Position paper: GDPR enforcement done right

There is an urgent need to enhance legal certainty and prevent actions that undermine the effectiveness of and trust in GDPR enforcement. EDRi and Access Now have co-drafted a position paper on the EU Proposal for additional procedural rules concerning the General Data Protection Regulation (GDPR).

By EDRi · May 8, 2024

This position paper responds to the acknowledgment within the data protection community that the full potential of the landmark European Union (EU) data protection law, the GDPR, has yet to be fully realised. The GDPR is a vital instrument to protect people’s rights – not only to data protection, but to other fundamental rights that can be unduly limited by the unlawful processing of their data.

Read the position paper

Specifically, this paper addresses the challenges posed by cross-border and national procedures, which often become cumbersome and excessively lengthy, failing to yield positive outcomes and presenting significant hurdles for people seeking to regain control over their information.

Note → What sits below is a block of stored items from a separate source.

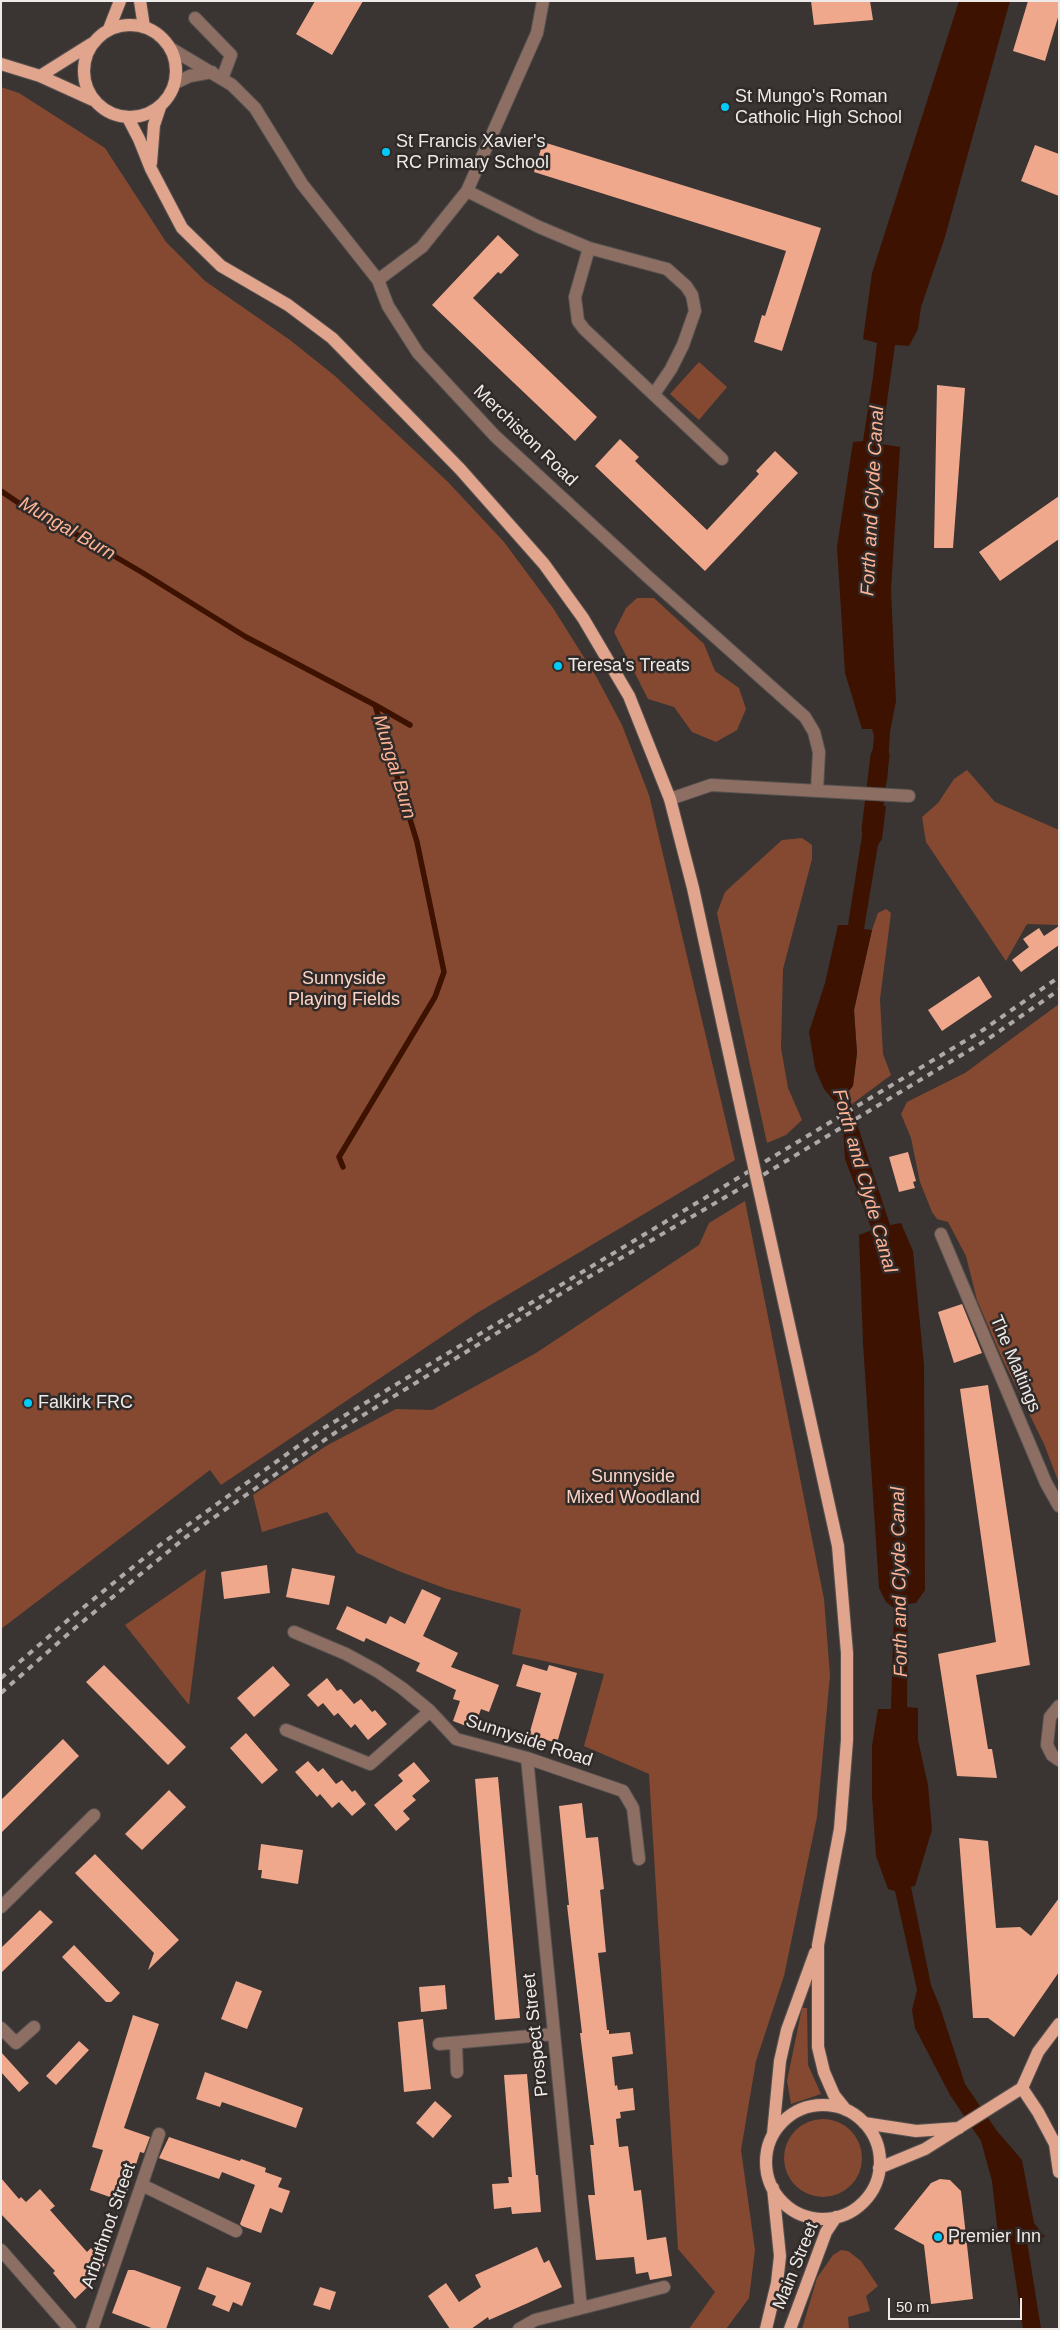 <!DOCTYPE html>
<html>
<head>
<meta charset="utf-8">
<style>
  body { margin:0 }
  #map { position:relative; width:1060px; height:2330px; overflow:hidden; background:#3a3533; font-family:Arial,sans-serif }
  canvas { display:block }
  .frame { position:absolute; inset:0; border:2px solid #eeeae8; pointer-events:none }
  .scale { position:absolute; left:888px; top:2298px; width:134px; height:22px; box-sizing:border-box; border:2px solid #eeeae8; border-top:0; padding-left:6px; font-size:15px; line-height:18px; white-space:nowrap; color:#eeeae8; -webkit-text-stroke:4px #302b29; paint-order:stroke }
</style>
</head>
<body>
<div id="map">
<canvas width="1060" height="2330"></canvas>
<div class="frame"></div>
<div class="scale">50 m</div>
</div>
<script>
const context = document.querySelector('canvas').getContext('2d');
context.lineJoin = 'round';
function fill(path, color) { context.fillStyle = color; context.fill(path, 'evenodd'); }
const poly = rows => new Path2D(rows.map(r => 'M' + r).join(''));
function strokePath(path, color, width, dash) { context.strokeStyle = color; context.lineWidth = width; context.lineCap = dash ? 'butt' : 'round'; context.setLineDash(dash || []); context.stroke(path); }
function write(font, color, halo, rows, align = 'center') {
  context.font = font + ' Arial,sans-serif'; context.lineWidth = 5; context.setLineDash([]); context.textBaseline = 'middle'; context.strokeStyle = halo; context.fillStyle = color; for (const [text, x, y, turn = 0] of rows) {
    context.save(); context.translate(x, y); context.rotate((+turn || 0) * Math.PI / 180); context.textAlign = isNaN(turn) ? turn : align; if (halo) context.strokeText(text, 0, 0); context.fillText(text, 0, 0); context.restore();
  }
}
fill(poly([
  [1,87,19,93,105,148,166,242,205,281,290,340,335,376,448,482,504,542,553,608,597,678,622,725,649,795,735,1160,477,1313,221,1485,210,1470,1,1629],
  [699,362,727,387,699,420,670,394],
  [637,598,654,598,704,644,715,671,739,688,746,709,737,730,716,742,692,732,674,707,648,699,614,632,626,608],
  [967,770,995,802,1059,830,1059,925,1027,924,1006,961,926,842,922,817,938,803,954,779],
  [802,838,812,845,812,859,783,969,781,1048,788,1088,802,1120,786,1135,767,1143,717,913,725,892,782,840],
  [886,909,891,913,880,999,883,1054,891,1075,852,1104,847,1093,853,1086,857,1053,854,1010,872,930,878,913],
  [1059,1004,1059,1483,1044,1444,1002,1358,977,1300,966,1256,948,1222,937,1219,932,1212,920,1182,911,1138,901,1114,907,1102,965,1073],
  [745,1201,824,1599,830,1675,817,1817,784,1976,756,2061,741,2150,755,2250,749,2298,726,2329,689,2329,715,2292,678,2249,649,1774,584,1746,604,1674,512,1654,521,1609,447,1589,401,1572,357,1553,327,1512,262,1532,253,1495,326,1446,396,1409,432,1410,536,1353,699,1245,709,1223],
  [206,1569,189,1705,125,1625],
  [802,2008,807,2008,808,2065,821,2094,791,2104,787,2081],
  '784 2158a39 39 0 1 1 78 0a39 39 0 1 1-78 0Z',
  [841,2250,848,2251,861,2261,878,2286,866,2296,870,2311,848,2317,849,2329,802,2329,817,2278,833,2255]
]), '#854931');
fill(poly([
  [959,1,1010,1,945,237,921,307,918,329,909,346,895,345,881,444,900,447,891,590,896,701,890,732,887,781,870,779,874,736,872,729,862,729,845,673,837,547,853,442,863,441,873,377,877,343,863,339,872,273],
  [867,804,886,806,882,839,878,845,864,929,872,930,854,1010,857,1053,853,1086,847,1093,890,1225,901,1223,913,1251,924,1365,925,1590,916,1603,908,1604,907,1707,918,1708,918,1740,928,1785,932,1830,915,1886,911,1887,931,1985,940,2007,965,2084,997,2131,1022,2160,1034,2223,1045,2237,1027,2241,1041,2329,1023,2329,1010,2243,999,2243,992,2181,981,2141,950,2095,915,2028,912,2010,917,1990,895,1891,888,1889,876,1856,872,1796,872,1746,878,1709,891,1709,894,1608,886,1602,879,1588,863,1343,859,1235,872,1230,845,1159,843,1127,836,1103,824,1089,815,1068,809,1032,825,983,838,925,848,925]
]), '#3e1200');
strokePath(poly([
  [1,491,29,510,87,540,143,573,246,637,375,705,417,842,444,972,435,997,339,1157,343,1167],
  [375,705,410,725]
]), '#3e1200', 5.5);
strokePath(poly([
  [871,830,880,756]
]), '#3e1200', 19);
fill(poly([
  [315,1,363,1,332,55,296,34],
  [811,1,870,1,873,20,814,25],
  [1028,1,1059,1,1059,14,1045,61,1013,51],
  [543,142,821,228,782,351,754,342,762,315,765,316,786,251,534,172],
  [1035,145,1059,154,1059,196,1021,181],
  [498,235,519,255,501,274,498,272,473,298,597,417,575,441,432,305],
  [937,385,965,388,953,548,934,548],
  [620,439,639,457,635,461,707,530,759,474,756,471,775,451,798,473,705,571,595,466],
  [1059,496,1059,539,1000,581,979,552],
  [1059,926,1059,945,1021,972,1012,960,1029,947,1023,939,1039,928,1044,936],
  [979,976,992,997,942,1031,928,1010],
  [908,1152,916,1181,913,1182,915,1188,899,1192,889,1157],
  [962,1304,982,1353,954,1363,938,1312],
  [988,1385,1030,1665,976,1675,988,1749,992,1749,997,1778,957,1776,938,1654,996,1642,960,1389],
  [267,1565,270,1593,224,1599,221,1572],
  [292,1568,335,1576,329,1605,286,1597],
  [422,1589,441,1598,423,1636,458,1653,451,1667,499,1685,489,1712,481,1709,474,1729,453,1721,460,1701,453,1699,456,1690,416,1671,420,1663,366,1638,364,1642,336,1629,347,1606,386,1624,390,1616,405,1624],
  [523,1664,547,1671,549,1665,577,1673,557,1743,529,1735,541,1693,516,1686],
  [104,1665,186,1747,168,1765,86,1682],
  [273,1666,290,1685,254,1717,237,1698],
  [327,1678,337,1691,341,1689,354,1704,361,1699,372,1712,375,1710,387,1724,368,1740,355,1724,351,1728,338,1713,334,1716,323,1703,318,1707,307,1695],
  [246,1733,278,1770,262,1784,230,1748],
  [63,1739,79,1756,1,1833,1,1800],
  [308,1761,318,1772,323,1768,336,1784,342,1780,352,1792,355,1790,366,1804,352,1816,339,1802,332,1808,320,1794,317,1797,295,1772],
  [414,1762,430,1781,412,1796,416,1800,403,1811,410,1819,396,1831,374,1805,403,1781,398,1775],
  [498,1777,520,2018,495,2020,475,1779],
  [169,1790,186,1807,142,1850,125,1834],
  [582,1803,586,1838,598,1837,604,1889,600,1890,606,1952,598,1953,607,2030,609,2030,609,2034,630,2032,633,2054,612,2057,615,2086,617,2085,618,2090,633,2088,635,2110,620,2112,621,2118,616,2119,619,2147,628,2146,634,2191,641,2190,647,2240,666,2237,672,2276,650,2280,648,2272,636,2274,634,2257,596,2260,588,2195,595,2195,590,2145,594,2145,580,2033,582,2033,567,1905,569,1905,559,1806],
  [959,1838,988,1841,996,1928,1020,1927,1031,1936,1059,1898,1059,1972,1014,2037,988,2018,973,2018],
  [261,1844,303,1850,298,1884,261,1878,262,1870,258,1870],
  [95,1854,179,1940,148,1970,154,1953,75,1873],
  [40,1910,53,1922,1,1973,1,1948],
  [74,1945,120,1993,111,2002,106,2002,62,1957],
  [236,1981,262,1991,247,2029,221,2019],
  [445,1985,447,2009,421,2012,419,1987],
  [133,2015,159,2024,124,2128,150,2137,144,2153,140,2152,124,2202,90,2190,103,2150,92,2147],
  [423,2019,431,2089,404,2092,398,2022],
  [79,2041,89,2050,56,2085,46,2076],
  [1,2052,29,2083,19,2092,1,2072],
  [205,2072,303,2108,296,2128,222,2102,220,2107,196,2099],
  [527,2074,536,2175,538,2175,541,2212,512,2214,511,2207,494,2209,492,2184,509,2183,508,2177,512,2177,504,2075],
  [435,2101,452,2116,433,2138,416,2123],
  [169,2137,240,2161,241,2159,266,2168,265,2172,282,2178,278,2187,290,2191,282,2213,270,2208,261,2233,242,2226,240,2224,255,2185,222,2172,219,2179,159,2158],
  [1,2178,19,2199,21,2197,26,2202,40,2189,55,2206,50,2210,87,2252,91,2248,105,2265,91,2278,94,2281,75,2299,53,2273,55,2271,1,2214],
  [940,2179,950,2180,961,2191,973,2299,931,2304,924,2245,894,2229,931,2183],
  [537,2247,544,2263,549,2260,562,2287,528,2303,489,2320,488,2317,471,2329,450,2329,428,2296,446,2283,459,2302,481,2287,475,2275],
  [207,2267,251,2283,242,2306,233,2302,229,2312,212,2305,216,2296,198,2289],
  [128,2270,134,2270,181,2287,166,2329,154,2329,112,2313],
  [320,2287,336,2292,330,2310,313,2305]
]), '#f0a88d');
const minor = poly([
  [195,18,231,55,222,79],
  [170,48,232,85,255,108,302,184,378,280,388,306,418,353,495,436,647,576,805,717,814,732,819,752,817,790],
  [175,83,190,76,212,72],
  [467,191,539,227,589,248,667,269,686,286,692,295,695,311,683,345,671,369,654,394],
  [589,248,575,297,578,321,584,329,722,459],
  [378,280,422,247,467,191,537,33,543,1],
  [670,799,711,785,909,796],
  [941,1234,1046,1483,1059,1506],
  [294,1632,346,1654,377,1671,402,1688,430,1711,456,1739,527,1758,623,1791,633,1808,639,1859],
  [1059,1706,1050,1717,1047,1745,1052,1755,1059,1760],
  [286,1730,370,1764,430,1711],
  [527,1758,581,2308],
  [1,1907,94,1815],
  [1,2028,16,2043,34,2027],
  [456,2043,457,2072],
  [439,2044,554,2034],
  [142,2185,236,2231],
  [1,2250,70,2329],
  [92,2329,159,2134],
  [519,2329,535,2320,664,2287]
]);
const major = poly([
  [140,1,144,27],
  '84 71a46 46 0 1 1 92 0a46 46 0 1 1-92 0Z',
  [109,29,120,1],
  [1,64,40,76,93,100],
  [40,76,91,44],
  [128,118,139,139,151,169,182,228,221,266,288,305,332,338,460,469,544,564,583,618,629,696,670,799,693,888,748,1140],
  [151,163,154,125,160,107],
  [763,1207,838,1546,847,1653,847,1740,840,1829,818,1945,818,2047,824,2072,834,2095,846,2110],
  [1022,2088,1038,2112,1055,2144,1059,2172],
  '766 2162a57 57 0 1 1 114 0a57 57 0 1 1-114 0Z',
  [864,2123,916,2131,959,2128],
  [773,2134,780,2061,787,2030,815,1953],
  [879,2168,925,2149,1022,2088,1038,2052,1059,2024],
  [766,2329,777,2283,780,2256,773,2188],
  [790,2329,826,2232,836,2217]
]);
strokePath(minor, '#575250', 14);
strokePath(major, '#575250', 14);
strokePath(minor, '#8c6e63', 12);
strokePath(major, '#e1a48d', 12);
strokePath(poly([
  [1,1678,68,1620,160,1545,319,1431,983,1030,1059,977],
  [1,1693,75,1628,186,1537,339,1430,580,1282,753,1181,988,1039,1059,990]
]), '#aea9a7', 4, [6, 6]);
const majorBridge = poly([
  [748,1140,763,1207]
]);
strokePath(majorBridge, '#575250', 14, []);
strokePath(majorBridge, '#e1a48d', 12);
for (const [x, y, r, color] of [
  [725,107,5,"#02cbf9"],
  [386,152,5,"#02cbf9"],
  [558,666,5,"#02cbf9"],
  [28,1403,5,"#02cbf9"],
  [938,2237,5,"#02cbf9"]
]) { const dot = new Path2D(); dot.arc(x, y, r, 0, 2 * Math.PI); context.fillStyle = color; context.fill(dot); strokePath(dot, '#302b29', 2); }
write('18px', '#eeeae8', '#302b29', [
  ["St Mungo's Roman",735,97],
  ["Catholic High School",735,118],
  ["St Francis Xavier's",396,142],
  ["RC Primary School",396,163],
  ["Teresa's Treats",568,666],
  ["Falkirk FRC",38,1403],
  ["Premier Inn",948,2237]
], 'left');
write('18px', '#eeeae8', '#302b29', [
  ["Merchiston Road",525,436,44],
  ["The Maltings",1015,1364,67],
  ["Sunnyside Road",529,1741,18],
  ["Prospect Street",536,2035,-96],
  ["Arbuthnot Street",109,2226,-71],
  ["Main Street",796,2266,-68]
]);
write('18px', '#fdd5c6', '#302b29', [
  ["Sunnyside",344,979],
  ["Playing Fields",344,1000],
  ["Sunnyside",633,1477],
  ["Mixed Woodland",633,1498]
]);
write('italic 19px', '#ffb395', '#302b29', [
  ["Forth and Clyde Canal",873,501,-87],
  ["Mungal Burn",67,529,30],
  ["Mungal Burn",394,767,73],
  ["Forth and Clyde Canal",864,1181,74],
  ["Forth and Clyde Canal",900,1582,-91]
]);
</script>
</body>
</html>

There is an urgent need to enhance legal certainty and prevent actions that undermine the effectiveness of and trust in GDPR enforcement.

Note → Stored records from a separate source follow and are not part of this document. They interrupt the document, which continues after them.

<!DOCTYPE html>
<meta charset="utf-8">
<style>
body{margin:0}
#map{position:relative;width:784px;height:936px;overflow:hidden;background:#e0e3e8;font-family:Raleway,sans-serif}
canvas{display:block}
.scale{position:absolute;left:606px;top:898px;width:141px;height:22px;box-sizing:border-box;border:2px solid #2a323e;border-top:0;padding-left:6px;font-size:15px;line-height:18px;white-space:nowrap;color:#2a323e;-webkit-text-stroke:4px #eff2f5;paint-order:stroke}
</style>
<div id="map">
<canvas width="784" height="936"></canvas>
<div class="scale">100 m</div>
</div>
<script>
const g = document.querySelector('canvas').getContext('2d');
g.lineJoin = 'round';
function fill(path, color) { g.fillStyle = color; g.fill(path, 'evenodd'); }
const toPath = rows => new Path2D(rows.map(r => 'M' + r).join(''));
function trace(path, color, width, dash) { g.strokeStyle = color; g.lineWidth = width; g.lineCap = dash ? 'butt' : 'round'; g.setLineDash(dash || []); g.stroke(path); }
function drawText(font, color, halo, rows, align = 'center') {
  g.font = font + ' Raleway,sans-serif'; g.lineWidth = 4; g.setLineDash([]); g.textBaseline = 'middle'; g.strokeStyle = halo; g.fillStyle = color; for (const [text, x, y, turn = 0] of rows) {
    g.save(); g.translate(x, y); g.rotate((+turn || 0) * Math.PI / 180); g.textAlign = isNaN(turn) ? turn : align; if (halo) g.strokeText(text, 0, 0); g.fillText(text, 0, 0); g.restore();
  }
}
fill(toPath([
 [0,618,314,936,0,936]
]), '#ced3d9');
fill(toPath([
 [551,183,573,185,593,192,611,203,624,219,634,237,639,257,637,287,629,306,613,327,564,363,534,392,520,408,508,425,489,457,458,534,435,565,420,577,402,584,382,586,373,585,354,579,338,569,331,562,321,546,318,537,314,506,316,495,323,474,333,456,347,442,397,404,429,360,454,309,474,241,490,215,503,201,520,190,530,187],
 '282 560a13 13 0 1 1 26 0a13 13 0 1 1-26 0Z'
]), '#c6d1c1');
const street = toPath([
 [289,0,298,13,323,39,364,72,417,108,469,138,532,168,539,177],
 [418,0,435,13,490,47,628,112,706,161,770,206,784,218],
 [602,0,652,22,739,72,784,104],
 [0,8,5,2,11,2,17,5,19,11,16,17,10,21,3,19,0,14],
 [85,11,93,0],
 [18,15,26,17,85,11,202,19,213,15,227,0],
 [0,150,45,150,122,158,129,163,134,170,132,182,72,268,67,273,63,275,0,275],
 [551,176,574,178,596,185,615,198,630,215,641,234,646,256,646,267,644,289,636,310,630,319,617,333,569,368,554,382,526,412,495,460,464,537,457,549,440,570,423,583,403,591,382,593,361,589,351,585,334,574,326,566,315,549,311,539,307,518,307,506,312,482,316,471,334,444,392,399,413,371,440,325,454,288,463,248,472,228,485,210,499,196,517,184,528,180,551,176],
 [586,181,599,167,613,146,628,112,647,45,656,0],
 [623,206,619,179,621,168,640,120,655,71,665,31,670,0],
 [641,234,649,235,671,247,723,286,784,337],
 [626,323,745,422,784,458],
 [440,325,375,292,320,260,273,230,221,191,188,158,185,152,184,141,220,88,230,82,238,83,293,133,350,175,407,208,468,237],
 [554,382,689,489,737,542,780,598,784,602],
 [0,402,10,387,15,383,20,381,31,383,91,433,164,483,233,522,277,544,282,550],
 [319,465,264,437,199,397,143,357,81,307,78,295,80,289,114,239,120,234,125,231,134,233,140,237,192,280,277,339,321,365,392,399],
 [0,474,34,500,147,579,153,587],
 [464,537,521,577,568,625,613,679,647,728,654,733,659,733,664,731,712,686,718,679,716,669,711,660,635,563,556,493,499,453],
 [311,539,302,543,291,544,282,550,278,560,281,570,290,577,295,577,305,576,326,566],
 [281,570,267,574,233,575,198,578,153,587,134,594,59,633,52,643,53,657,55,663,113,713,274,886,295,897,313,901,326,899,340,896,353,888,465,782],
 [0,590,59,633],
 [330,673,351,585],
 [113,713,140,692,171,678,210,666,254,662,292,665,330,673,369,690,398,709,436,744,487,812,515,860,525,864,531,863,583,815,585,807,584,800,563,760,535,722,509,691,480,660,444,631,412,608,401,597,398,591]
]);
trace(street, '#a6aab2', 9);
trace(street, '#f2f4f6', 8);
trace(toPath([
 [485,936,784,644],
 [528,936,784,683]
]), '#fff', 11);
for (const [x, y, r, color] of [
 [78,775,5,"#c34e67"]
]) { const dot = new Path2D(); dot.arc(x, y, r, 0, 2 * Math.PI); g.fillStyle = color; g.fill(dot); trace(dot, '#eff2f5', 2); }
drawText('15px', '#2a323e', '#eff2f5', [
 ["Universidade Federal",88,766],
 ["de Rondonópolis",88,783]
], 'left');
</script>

While recognising that the European Commission’s Proposal to strengthen GDPR enforcement is a significant opportunity, this paper also acknowledges the text’s insufficiencies. As such, we present recommendations aimed at guiding inter-institutional negotiations to shape a Regulation that truly ensures an efficient and rights-respecting GDPR enforcement.

These recommendations are focused on the need for clear rules and deadlines for all involved DPAs and parties, with a key aim of fostering transparency and accountability within the regulatory framework.


  • The Proposal should have harmonised both cross-border and national procedures. At this stage, co-legislators should at a minimum ensure the full harmonisation of cross-border procedures, thereby clearly addressing and governing conflicts of law through the establishment of minimum standards and the equivalence principle.
  • The right to lodge a complaint should be fully harmonised for both national and cross-border complaints and the Regulation should provide common standards on how to file and treat a complaint;
  • Data subjects should be provided with clear information on how to exercise their right to lodge a complaint in any official European Economic Area (EEA) language of their choosing.
  • Equal rights to be heard should be guaranteed to both parties throughout the entire complaint procedure.
  • Both parties should continuously be granted access to documents pertaining to the cases. The Regulation should mandate the creation of a Joint Case File to facilitate this access;
  • Any limitation to the right to access files should only be justifiable only if the restrictions are strictly necessary and proportionate;
  • The Regulation should not permit the party under investigation to exploit confidentiality in order to undermine the rights of the complainant.
  • The Regulation should guarantee that a reasoned decision is consistently provided to the parties within a reasonable time-frame;
  • The Regulation should grant parties the right to judicial remedy when Supervisor Authorities (SAs) fail to act within a reasonable time;
  • SAs must keep parties updated and informed regarding the progress of the case;
  • The Regulation should reflect that amicable settlements are mutual agreements reached between the complainant and the party under investigation, with consensus from all parties involved. 
  • There is a necessity for enhanced early cooperation among SAs, with a focus on making collaboration more immediate and closely knit;
  • Cooperation should be all-encompassing, spanning across all cases, and discretionary pre-eminent powers should not be granted to Lead Supervisory Authorities (LSAs);
  • The exchange of information plays a pivotal role in fostering cooperation, which would be improved by the above-mentioned establishment of a Joint Case File;
  • Cooperation should also be actively promoted between SAs and other pertinent Member States or EU institutions, especially the European Data Protection Supervisor (EDPS);
  • The European Data Protection Board (EDPB) should assume a more central and expanded role beyond the specific actions outlined by the GDPR, in order to sufficiently regulate the new stages of the procedure.
  • The five stages of the procedure should be marked by deadlines, primarily imposed on LSAs. These deadlines could be extended in the presence of justification, especially in the context of highly-complex cases. For less intricate cases, the overall duration will be restricted, ensuring the rights of the parties are not compromised. See suggestions for deadlines in Section 8.